GIVEN DATA START

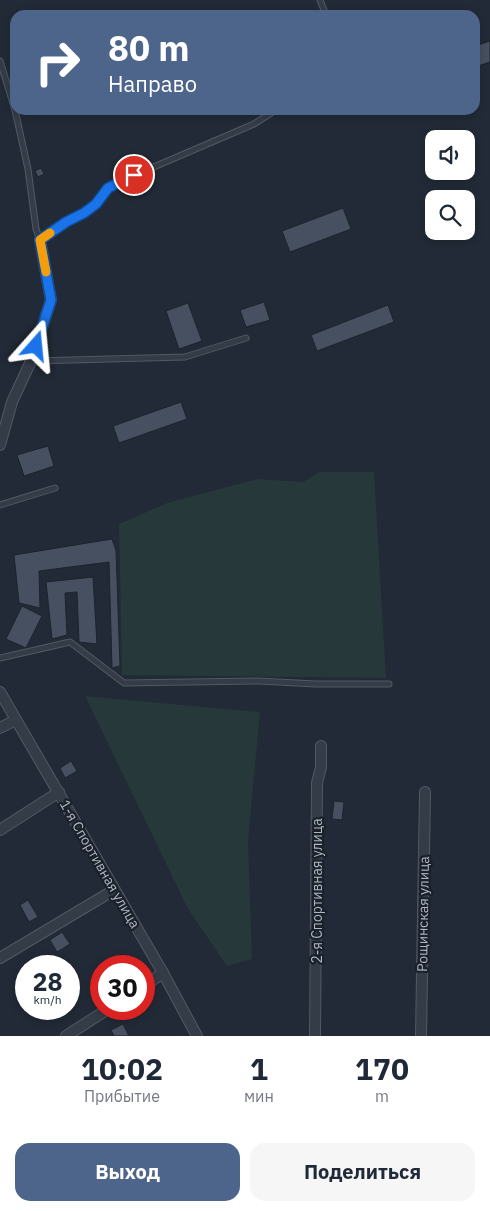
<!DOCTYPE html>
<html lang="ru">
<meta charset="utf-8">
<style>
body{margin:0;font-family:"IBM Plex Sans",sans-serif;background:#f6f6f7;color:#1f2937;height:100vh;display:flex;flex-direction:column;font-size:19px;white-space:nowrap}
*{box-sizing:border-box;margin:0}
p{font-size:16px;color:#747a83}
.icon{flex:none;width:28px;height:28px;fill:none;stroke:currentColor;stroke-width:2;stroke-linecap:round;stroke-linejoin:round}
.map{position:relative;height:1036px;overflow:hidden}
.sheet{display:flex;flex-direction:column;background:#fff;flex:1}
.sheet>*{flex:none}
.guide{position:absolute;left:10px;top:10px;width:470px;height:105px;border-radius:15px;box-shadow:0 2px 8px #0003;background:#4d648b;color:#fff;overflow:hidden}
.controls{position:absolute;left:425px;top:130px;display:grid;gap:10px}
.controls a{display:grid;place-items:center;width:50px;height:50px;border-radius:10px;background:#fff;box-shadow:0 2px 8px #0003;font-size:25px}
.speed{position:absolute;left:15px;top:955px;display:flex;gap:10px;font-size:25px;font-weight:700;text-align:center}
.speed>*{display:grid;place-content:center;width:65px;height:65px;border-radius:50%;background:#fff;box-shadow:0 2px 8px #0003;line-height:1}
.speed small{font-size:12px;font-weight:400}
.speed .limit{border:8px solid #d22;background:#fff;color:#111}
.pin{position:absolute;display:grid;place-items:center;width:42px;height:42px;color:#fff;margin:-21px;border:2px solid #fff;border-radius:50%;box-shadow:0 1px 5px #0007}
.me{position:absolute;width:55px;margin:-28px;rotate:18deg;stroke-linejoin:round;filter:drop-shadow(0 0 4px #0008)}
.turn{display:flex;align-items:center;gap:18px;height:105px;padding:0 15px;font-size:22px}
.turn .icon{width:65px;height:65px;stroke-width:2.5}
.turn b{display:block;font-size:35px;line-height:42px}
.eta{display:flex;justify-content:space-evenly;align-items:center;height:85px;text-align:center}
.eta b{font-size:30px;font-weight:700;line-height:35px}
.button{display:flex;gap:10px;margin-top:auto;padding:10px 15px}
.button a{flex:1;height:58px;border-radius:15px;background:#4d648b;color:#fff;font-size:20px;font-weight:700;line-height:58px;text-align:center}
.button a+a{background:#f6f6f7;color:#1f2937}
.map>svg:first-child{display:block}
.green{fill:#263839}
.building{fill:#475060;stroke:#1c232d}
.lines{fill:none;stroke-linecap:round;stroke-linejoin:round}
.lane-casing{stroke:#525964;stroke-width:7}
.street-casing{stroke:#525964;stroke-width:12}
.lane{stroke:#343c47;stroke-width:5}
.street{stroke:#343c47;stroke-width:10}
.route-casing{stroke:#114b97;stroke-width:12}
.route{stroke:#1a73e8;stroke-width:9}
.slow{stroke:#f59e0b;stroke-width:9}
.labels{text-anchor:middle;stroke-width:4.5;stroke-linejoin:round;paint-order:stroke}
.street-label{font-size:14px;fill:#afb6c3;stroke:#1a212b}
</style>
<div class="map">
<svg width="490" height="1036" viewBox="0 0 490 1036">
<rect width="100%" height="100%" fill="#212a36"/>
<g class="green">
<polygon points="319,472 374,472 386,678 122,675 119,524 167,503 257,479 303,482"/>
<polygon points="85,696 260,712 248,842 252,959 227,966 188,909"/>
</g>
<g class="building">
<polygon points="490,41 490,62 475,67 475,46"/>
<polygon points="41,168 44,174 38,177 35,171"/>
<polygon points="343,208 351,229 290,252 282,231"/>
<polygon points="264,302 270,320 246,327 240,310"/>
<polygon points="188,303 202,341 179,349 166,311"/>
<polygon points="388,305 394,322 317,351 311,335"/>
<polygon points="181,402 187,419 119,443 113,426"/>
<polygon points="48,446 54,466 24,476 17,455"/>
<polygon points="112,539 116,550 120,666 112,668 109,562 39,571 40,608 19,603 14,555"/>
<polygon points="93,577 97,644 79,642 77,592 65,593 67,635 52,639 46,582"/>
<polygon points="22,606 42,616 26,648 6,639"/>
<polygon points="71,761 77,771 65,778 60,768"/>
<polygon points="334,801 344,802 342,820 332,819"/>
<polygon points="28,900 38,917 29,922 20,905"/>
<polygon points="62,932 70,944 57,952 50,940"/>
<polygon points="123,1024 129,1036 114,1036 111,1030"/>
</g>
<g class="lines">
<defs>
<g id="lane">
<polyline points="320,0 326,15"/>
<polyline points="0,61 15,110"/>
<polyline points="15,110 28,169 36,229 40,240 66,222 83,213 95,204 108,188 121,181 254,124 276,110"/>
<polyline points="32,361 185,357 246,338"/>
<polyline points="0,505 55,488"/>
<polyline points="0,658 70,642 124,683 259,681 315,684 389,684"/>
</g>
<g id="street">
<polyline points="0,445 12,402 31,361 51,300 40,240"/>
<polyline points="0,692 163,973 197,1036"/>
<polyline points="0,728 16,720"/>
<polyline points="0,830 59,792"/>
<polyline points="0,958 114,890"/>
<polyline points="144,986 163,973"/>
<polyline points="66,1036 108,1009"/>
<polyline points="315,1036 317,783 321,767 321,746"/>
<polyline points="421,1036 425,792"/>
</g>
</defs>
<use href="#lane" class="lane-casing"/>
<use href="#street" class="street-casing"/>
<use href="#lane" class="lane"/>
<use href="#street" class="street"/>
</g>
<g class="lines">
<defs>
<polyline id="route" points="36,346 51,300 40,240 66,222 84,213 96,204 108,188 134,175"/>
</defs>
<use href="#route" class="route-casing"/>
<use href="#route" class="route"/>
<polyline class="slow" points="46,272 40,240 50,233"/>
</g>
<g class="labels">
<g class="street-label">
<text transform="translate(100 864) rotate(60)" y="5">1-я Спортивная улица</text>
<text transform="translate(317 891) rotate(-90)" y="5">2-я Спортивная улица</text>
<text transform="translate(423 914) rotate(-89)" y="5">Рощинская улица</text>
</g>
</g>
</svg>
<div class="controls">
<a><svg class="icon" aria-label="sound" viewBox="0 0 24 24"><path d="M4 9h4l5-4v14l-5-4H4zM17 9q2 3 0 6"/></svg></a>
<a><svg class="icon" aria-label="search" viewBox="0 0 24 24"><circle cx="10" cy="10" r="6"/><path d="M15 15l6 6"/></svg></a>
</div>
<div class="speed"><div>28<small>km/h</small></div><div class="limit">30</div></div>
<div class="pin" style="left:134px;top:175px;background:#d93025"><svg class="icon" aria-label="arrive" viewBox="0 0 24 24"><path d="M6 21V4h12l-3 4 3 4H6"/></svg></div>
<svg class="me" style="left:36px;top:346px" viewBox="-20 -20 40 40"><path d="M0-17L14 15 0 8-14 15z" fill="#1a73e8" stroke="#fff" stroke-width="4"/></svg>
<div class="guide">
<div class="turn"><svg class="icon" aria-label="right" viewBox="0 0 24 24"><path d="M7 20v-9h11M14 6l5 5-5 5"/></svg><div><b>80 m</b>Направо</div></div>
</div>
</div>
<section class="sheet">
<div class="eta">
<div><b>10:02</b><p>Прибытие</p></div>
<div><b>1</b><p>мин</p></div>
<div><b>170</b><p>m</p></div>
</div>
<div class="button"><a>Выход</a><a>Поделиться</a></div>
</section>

GIVEN DATA END
GIVEN DATA START

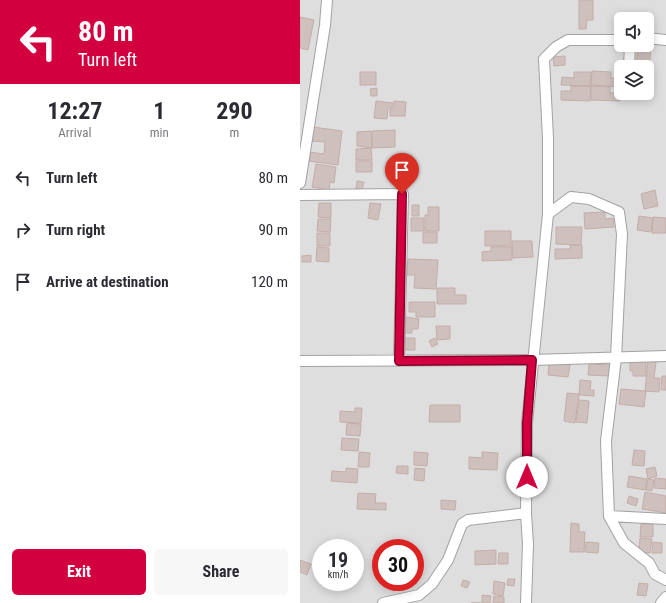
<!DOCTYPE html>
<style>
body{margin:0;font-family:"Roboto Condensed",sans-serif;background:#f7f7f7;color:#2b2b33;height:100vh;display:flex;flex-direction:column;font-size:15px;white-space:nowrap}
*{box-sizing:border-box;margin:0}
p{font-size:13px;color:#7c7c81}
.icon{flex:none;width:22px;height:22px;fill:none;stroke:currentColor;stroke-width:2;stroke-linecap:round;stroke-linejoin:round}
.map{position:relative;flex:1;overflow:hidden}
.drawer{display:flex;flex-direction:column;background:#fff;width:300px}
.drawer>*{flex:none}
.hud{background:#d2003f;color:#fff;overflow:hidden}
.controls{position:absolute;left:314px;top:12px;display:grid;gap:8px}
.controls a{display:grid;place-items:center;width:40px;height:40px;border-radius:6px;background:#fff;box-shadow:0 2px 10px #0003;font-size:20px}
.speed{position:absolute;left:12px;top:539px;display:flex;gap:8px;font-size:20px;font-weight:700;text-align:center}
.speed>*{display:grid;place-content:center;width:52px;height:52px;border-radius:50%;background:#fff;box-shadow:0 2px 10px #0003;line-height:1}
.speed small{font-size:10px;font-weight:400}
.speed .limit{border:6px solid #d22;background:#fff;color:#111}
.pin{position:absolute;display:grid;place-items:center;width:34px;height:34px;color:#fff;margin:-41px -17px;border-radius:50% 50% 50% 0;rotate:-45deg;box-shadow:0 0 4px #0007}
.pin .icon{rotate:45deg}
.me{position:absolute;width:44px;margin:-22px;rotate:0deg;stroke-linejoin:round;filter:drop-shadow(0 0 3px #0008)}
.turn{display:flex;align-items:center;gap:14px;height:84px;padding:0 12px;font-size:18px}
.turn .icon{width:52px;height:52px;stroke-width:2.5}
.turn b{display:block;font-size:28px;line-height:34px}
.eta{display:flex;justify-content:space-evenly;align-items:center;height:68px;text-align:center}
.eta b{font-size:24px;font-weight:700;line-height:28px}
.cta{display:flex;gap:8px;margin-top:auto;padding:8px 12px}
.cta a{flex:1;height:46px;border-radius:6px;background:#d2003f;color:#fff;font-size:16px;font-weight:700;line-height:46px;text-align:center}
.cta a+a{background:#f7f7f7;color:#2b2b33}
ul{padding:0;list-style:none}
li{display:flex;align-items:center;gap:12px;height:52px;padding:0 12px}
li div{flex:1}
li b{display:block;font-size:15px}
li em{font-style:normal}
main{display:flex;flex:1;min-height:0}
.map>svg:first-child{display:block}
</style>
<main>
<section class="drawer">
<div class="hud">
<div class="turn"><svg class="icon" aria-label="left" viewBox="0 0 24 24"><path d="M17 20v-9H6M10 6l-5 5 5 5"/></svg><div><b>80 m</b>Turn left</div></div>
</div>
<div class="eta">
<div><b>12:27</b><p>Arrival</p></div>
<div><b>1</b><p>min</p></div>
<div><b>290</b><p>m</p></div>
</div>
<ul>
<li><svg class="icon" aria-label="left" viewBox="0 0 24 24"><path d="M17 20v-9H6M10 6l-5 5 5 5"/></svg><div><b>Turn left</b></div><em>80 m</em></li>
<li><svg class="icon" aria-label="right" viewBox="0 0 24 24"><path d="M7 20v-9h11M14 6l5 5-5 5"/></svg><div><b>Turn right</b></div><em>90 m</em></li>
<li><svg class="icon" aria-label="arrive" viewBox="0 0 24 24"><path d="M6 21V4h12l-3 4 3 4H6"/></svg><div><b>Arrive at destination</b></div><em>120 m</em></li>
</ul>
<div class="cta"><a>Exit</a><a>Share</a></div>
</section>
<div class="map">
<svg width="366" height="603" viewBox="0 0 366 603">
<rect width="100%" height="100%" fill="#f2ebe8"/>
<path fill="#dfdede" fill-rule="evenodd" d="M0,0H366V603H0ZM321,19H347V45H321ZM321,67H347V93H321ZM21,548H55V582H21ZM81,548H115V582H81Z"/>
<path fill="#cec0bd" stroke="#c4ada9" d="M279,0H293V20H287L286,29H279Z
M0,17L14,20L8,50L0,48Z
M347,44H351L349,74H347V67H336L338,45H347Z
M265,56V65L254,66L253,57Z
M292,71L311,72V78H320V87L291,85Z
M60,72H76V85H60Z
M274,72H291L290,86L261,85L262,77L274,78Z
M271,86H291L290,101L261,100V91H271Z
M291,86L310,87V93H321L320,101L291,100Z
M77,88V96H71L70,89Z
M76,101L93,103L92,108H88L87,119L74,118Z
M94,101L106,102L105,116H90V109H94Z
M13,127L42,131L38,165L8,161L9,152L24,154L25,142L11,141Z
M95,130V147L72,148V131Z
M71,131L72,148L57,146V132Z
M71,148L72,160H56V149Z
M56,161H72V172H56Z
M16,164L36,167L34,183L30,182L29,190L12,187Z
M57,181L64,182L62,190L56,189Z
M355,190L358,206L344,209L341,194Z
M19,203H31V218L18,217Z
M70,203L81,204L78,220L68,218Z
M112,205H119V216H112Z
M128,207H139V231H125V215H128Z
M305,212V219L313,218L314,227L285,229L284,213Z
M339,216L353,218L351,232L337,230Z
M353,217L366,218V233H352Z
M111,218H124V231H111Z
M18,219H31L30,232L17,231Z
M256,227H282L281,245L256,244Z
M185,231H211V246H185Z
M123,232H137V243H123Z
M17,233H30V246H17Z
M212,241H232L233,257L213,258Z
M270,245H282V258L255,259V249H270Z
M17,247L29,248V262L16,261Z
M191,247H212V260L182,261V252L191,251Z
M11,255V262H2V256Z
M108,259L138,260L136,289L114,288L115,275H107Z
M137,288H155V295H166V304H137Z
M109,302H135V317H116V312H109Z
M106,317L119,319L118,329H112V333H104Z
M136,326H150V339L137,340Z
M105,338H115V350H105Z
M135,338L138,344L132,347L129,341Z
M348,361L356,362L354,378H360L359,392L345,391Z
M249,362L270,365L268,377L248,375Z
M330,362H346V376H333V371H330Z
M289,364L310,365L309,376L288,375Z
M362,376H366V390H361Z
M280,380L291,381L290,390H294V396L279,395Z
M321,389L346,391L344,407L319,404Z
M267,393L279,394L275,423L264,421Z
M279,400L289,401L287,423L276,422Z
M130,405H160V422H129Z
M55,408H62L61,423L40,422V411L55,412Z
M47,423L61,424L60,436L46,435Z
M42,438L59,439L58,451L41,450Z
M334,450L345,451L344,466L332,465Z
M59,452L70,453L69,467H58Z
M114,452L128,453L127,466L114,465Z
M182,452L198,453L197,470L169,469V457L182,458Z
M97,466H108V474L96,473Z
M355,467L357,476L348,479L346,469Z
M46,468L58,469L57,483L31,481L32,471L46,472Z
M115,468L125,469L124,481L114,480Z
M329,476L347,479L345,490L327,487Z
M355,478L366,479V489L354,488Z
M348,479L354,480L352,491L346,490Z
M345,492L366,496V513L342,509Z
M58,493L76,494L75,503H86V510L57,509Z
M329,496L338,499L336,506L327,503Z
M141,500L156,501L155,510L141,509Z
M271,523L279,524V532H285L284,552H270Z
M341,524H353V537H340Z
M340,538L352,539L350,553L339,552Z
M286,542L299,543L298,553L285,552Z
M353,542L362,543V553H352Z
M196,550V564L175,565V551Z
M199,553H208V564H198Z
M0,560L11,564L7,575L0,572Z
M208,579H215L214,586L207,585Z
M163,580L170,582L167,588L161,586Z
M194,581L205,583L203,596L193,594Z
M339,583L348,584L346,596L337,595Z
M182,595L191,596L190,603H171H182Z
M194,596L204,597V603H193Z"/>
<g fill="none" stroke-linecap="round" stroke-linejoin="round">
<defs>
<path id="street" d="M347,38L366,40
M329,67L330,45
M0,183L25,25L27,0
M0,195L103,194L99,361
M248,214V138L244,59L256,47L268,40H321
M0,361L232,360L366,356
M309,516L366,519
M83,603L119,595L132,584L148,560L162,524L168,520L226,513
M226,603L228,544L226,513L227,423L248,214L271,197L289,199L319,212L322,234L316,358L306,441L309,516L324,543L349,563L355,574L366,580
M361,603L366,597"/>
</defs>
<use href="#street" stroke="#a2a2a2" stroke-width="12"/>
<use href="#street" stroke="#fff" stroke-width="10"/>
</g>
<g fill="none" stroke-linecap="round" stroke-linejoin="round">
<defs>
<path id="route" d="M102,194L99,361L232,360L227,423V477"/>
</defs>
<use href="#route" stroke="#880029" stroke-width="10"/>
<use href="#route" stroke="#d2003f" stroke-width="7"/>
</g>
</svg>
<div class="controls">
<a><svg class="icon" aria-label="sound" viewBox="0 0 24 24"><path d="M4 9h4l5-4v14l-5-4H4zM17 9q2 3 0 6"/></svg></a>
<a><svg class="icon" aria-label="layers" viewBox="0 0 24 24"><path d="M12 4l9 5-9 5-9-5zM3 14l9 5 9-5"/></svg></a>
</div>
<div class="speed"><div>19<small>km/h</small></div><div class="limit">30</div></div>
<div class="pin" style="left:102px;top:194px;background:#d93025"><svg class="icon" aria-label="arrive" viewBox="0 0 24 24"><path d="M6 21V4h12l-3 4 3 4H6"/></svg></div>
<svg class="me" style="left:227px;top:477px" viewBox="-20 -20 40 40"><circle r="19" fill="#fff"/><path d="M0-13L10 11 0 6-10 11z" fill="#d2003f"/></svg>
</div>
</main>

GIVEN DATA END

▸ REQUIRED ACTION
Repeat word for word the lines above that run from the line containing "M274,72H291L290,86L261,85L262,77L274,78Z" through the line containing "M280,380L291,381L290,390H294V396L279,395Z", both ends included, and nothing else.

▸ REPLY
M274,72H291L290,86L261,85L262,77L274,78Z
M271,86H291L290,101L261,100V91H271Z
M291,86L310,87V93H321L320,101L291,100Z
M77,88V96H71L70,89Z
M76,101L93,103L92,108H88L87,119L74,118Z
M94,101L106,102L105,116H90V109H94Z
M13,127L42,131L38,165L8,161L9,152L24,154L25,142L11,141Z
M95,130V147L72,148V131Z
M71,131L72,148L57,146V132Z
M71,148L72,160H56V149Z
M56,161H72V172H56Z
M16,164L36,167L34,183L30,182L29,190L12,187Z
M57,181L64,182L62,190L56,189Z
M355,190L358,206L344,209L341,194Z
M19,203H31V218L18,217Z
M70,203L81,204L78,220L68,218Z
M112,205H119V216H112Z
M128,207H139V231H125V215H128Z
M305,212V219L313,218L314,227L285,229L284,213Z
M339,216L353,218L351,232L337,230Z
M353,217L366,218V233H352Z
M111,218H124V231H111Z
M18,219H31L30,232L17,231Z
M256,227H282L281,245L256,244Z
M185,231H211V246H185Z
M123,232H137V243H123Z
M17,233H30V246H17Z
M212,241H232L233,257L213,258Z
M270,245H282V258L255,259V249H270Z
M17,247L29,248V262L16,261Z
M191,247H212V260L182,261V252L191,251Z
M11,255V262H2V256Z
M108,259L138,260L136,289L114,288L115,275H107Z
M137,288H155V295H166V304H137Z
M109,302H135V317H116V312H109Z
M106,317L119,319L118,329H112V333H104Z
M136,326H150V339L137,340Z
M105,338H115V350H105Z
M135,338L138,344L132,347L129,341Z
M348,361L356,362L354,378H360L359,392L345,391Z
M249,362L270,365L268,377L248,375Z
M330,362H346V376H333V371H330Z
M289,364L310,365L309,376L288,375Z
M362,376H366V390H361Z
M280,380L291,381L290,390H294V396L279,395Z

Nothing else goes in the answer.